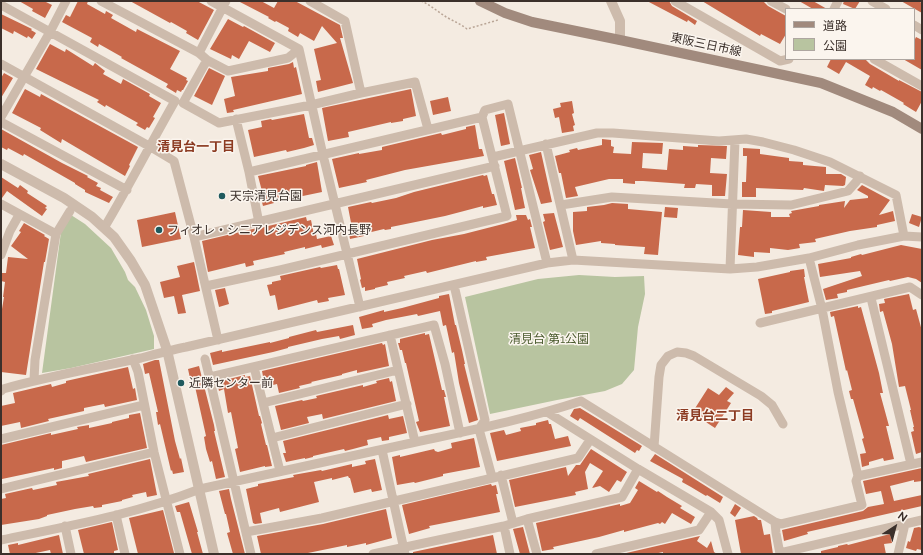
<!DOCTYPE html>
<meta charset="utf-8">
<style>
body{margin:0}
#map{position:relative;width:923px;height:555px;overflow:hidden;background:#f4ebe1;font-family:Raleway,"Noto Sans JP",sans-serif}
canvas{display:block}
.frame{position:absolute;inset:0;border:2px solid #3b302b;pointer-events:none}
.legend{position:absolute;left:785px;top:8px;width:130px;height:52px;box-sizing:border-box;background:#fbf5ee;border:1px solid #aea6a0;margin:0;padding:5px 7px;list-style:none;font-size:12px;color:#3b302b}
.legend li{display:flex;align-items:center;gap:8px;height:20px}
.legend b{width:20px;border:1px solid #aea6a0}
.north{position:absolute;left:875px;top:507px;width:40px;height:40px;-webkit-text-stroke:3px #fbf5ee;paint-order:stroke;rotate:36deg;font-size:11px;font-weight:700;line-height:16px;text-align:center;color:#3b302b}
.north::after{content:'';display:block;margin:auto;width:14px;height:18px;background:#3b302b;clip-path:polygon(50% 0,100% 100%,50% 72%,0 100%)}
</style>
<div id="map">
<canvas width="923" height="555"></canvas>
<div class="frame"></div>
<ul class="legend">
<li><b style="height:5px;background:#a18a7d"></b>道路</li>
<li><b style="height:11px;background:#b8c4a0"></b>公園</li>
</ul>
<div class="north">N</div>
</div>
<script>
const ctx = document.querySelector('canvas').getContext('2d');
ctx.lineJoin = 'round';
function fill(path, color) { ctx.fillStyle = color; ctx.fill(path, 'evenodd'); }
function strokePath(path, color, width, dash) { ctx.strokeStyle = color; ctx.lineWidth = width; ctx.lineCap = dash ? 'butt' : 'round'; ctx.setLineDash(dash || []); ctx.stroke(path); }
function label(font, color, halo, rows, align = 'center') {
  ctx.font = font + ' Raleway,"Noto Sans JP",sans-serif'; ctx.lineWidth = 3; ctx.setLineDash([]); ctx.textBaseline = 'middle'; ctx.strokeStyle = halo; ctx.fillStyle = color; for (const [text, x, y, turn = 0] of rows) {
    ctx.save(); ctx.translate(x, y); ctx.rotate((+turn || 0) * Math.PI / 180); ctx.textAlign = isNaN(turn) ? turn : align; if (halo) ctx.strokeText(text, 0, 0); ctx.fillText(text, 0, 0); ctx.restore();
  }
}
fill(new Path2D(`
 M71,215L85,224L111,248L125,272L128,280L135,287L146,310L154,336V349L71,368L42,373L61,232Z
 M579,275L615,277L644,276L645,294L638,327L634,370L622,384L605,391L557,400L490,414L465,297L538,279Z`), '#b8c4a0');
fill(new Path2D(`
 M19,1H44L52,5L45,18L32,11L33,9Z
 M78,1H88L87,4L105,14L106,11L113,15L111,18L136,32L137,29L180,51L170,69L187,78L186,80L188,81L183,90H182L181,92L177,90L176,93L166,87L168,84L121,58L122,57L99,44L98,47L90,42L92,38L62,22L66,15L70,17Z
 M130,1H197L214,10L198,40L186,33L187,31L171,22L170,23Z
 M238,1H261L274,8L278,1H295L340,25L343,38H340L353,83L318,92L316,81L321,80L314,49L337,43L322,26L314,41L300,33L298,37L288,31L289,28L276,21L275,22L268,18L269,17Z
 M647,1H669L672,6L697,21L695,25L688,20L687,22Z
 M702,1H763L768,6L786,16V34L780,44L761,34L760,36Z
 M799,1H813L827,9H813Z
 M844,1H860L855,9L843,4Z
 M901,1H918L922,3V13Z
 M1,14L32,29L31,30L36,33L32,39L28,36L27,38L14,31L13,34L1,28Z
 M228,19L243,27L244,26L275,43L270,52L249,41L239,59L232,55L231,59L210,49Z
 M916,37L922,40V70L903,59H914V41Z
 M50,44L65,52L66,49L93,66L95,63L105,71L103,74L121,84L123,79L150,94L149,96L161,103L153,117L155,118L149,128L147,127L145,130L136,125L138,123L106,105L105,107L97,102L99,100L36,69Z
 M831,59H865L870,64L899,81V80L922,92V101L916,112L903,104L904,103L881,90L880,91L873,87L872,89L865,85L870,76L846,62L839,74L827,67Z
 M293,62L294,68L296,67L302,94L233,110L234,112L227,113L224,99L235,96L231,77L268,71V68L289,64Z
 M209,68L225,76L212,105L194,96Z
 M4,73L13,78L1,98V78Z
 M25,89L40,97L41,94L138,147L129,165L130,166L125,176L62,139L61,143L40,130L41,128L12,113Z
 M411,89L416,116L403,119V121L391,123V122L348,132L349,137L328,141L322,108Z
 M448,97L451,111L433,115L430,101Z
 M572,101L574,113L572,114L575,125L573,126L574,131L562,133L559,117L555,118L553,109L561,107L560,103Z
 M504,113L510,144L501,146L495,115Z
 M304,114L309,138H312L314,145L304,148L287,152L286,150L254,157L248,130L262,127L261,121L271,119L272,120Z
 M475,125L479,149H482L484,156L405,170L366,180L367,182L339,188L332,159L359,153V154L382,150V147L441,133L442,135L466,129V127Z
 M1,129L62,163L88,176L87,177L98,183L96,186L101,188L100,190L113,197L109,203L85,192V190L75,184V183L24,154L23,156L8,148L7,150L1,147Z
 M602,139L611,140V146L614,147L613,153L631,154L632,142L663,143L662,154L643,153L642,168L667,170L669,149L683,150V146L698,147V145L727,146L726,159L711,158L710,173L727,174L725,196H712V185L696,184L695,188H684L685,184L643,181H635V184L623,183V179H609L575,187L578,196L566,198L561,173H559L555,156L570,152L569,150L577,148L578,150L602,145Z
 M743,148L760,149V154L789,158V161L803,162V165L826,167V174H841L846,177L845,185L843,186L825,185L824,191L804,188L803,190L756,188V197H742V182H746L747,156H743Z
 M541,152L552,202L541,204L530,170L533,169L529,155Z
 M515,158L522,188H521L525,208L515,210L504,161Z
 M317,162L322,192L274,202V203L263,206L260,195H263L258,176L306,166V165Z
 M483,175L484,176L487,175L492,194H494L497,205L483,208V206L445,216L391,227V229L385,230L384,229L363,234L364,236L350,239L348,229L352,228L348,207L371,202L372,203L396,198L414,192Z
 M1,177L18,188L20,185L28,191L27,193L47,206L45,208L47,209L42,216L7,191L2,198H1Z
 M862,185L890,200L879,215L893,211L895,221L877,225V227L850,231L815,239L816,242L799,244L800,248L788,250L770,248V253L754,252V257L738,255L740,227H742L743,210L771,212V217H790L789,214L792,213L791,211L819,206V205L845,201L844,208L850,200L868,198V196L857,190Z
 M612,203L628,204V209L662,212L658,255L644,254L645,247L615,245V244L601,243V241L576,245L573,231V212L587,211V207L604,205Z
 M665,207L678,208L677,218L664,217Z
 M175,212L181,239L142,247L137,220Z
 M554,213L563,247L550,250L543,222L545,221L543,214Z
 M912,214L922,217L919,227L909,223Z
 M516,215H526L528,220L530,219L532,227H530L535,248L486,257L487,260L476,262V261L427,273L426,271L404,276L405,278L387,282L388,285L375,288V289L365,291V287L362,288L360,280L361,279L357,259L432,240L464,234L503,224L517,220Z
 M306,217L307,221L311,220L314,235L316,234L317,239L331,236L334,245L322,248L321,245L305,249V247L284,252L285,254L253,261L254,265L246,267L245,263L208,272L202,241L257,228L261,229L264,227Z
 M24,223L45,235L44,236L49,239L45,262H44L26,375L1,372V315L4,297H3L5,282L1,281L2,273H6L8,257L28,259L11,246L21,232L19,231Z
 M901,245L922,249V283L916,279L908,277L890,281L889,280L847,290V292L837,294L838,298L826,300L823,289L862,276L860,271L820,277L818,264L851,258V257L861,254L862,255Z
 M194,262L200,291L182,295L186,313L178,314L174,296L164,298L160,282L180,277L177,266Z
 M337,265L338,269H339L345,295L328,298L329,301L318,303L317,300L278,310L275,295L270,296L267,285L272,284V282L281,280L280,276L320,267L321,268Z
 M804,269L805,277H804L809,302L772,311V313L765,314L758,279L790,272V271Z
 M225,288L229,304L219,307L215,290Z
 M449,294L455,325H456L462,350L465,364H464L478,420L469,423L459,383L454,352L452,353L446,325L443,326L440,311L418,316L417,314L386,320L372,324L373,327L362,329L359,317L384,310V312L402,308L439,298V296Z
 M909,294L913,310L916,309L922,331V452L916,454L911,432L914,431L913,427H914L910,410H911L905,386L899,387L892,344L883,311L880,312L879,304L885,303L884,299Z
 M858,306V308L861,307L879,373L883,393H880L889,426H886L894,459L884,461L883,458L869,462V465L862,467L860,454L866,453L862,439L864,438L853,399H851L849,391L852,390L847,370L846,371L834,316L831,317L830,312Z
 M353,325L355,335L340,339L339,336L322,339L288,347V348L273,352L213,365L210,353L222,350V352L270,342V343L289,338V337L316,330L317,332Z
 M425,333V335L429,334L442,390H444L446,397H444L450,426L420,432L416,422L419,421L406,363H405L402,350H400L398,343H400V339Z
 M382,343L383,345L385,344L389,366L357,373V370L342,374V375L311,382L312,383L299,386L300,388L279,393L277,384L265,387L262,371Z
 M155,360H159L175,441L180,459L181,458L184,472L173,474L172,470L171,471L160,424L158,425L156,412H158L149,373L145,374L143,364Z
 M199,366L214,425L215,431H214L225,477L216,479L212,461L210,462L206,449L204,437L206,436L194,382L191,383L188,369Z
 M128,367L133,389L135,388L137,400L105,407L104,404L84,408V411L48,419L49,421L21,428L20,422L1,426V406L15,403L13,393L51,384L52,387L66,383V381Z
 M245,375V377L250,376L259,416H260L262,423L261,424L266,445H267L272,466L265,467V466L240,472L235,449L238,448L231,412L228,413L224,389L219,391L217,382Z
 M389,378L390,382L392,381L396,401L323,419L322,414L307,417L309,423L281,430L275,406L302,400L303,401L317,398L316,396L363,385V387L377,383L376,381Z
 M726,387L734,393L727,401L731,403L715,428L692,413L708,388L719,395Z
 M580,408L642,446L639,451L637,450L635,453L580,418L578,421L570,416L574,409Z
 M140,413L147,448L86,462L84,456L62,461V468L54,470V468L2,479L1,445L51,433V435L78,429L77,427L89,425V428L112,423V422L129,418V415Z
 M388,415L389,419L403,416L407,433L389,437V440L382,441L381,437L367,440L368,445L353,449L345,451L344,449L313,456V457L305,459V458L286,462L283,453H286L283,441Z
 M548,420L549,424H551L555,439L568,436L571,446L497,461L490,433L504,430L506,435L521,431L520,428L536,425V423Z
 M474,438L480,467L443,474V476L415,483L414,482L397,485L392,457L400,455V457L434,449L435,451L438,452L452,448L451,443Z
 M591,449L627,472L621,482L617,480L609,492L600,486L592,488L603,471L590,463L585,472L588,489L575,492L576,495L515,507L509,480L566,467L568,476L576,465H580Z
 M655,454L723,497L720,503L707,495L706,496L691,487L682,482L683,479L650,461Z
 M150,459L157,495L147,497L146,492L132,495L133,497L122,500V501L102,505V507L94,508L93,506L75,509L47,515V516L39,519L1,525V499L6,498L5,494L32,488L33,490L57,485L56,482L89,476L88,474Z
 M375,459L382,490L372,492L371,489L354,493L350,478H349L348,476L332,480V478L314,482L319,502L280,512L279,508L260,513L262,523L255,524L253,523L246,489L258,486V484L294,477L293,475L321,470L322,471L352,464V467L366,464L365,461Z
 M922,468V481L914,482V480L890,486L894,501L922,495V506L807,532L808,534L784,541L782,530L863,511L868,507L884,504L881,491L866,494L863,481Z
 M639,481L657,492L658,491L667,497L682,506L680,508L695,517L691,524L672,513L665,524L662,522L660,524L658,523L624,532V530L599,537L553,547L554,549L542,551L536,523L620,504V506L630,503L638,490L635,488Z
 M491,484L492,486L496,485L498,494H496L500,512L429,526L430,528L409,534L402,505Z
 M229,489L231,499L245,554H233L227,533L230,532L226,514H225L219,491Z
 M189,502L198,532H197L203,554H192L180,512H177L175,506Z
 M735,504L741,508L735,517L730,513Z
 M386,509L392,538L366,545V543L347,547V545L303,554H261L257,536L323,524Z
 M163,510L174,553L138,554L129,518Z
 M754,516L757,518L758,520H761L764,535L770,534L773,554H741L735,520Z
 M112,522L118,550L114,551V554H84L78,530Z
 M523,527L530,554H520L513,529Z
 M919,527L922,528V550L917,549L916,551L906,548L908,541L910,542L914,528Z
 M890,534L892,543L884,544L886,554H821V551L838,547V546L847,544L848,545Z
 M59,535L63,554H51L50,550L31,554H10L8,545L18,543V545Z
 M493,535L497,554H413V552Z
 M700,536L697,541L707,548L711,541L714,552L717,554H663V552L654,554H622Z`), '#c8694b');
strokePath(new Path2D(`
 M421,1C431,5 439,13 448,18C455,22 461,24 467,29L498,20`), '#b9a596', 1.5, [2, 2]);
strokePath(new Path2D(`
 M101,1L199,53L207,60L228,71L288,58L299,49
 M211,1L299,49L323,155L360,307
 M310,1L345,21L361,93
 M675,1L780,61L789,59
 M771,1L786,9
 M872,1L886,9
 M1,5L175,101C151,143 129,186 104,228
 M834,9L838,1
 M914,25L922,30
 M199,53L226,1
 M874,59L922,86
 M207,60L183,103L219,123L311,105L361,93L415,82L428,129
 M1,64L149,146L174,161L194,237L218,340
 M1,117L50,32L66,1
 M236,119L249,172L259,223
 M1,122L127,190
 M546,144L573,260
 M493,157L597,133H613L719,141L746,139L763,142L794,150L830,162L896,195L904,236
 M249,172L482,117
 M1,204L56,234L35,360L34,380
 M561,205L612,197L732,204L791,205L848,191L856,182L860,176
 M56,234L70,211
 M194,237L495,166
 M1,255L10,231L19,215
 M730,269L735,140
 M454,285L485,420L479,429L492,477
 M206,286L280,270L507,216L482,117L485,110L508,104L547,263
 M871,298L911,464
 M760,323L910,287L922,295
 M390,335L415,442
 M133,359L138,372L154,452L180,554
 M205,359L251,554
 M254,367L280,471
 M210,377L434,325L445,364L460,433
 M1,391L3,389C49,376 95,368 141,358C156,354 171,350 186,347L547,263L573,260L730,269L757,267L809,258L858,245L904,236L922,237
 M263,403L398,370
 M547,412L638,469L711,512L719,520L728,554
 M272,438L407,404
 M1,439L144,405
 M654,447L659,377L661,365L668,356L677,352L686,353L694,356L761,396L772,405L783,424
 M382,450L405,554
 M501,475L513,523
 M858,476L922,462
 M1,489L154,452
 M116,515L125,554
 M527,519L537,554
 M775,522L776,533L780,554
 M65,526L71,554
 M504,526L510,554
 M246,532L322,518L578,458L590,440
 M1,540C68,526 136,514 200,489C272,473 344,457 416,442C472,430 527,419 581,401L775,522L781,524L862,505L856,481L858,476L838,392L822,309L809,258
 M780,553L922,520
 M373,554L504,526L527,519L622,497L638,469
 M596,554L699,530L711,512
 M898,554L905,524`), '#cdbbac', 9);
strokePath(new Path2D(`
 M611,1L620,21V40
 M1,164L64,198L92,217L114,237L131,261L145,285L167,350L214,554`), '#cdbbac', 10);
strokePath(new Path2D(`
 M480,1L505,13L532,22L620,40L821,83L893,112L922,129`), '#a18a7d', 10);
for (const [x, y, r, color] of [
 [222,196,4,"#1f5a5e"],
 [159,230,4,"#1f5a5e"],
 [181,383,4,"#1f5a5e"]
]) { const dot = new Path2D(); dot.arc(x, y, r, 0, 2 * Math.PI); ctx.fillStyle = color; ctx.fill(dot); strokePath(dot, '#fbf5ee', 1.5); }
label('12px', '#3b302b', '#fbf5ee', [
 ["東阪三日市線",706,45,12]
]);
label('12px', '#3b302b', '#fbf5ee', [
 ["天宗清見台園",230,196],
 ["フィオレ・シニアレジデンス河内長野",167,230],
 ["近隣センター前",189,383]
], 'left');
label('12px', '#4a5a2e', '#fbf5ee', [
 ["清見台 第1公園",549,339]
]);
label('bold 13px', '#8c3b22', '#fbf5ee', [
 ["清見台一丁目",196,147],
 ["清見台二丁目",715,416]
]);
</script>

────────────────────

◆ Task objective:
Go through the entries and return each line where the word "strokeStyle" occurs.

◆ Response below:
function strokePath(path, color, width, dash) { ctx.strokeStyle = color; ctx.lineWidth = width; ctx.lineCap = dash ? 'butt' : 'round'; ctx.setLineDash(dash || []); ctx.stroke(path); }
  ctx.font = font + ' Raleway,"Noto Sans JP",sans-serif'; ctx.lineWidth = 3; ctx.setLineDash([]); ctx.textBaseline = 'middle'; ctx.strokeStyle = halo; ctx.fillStyle = color; for (const [text, x, y, turn = 0] of rows) {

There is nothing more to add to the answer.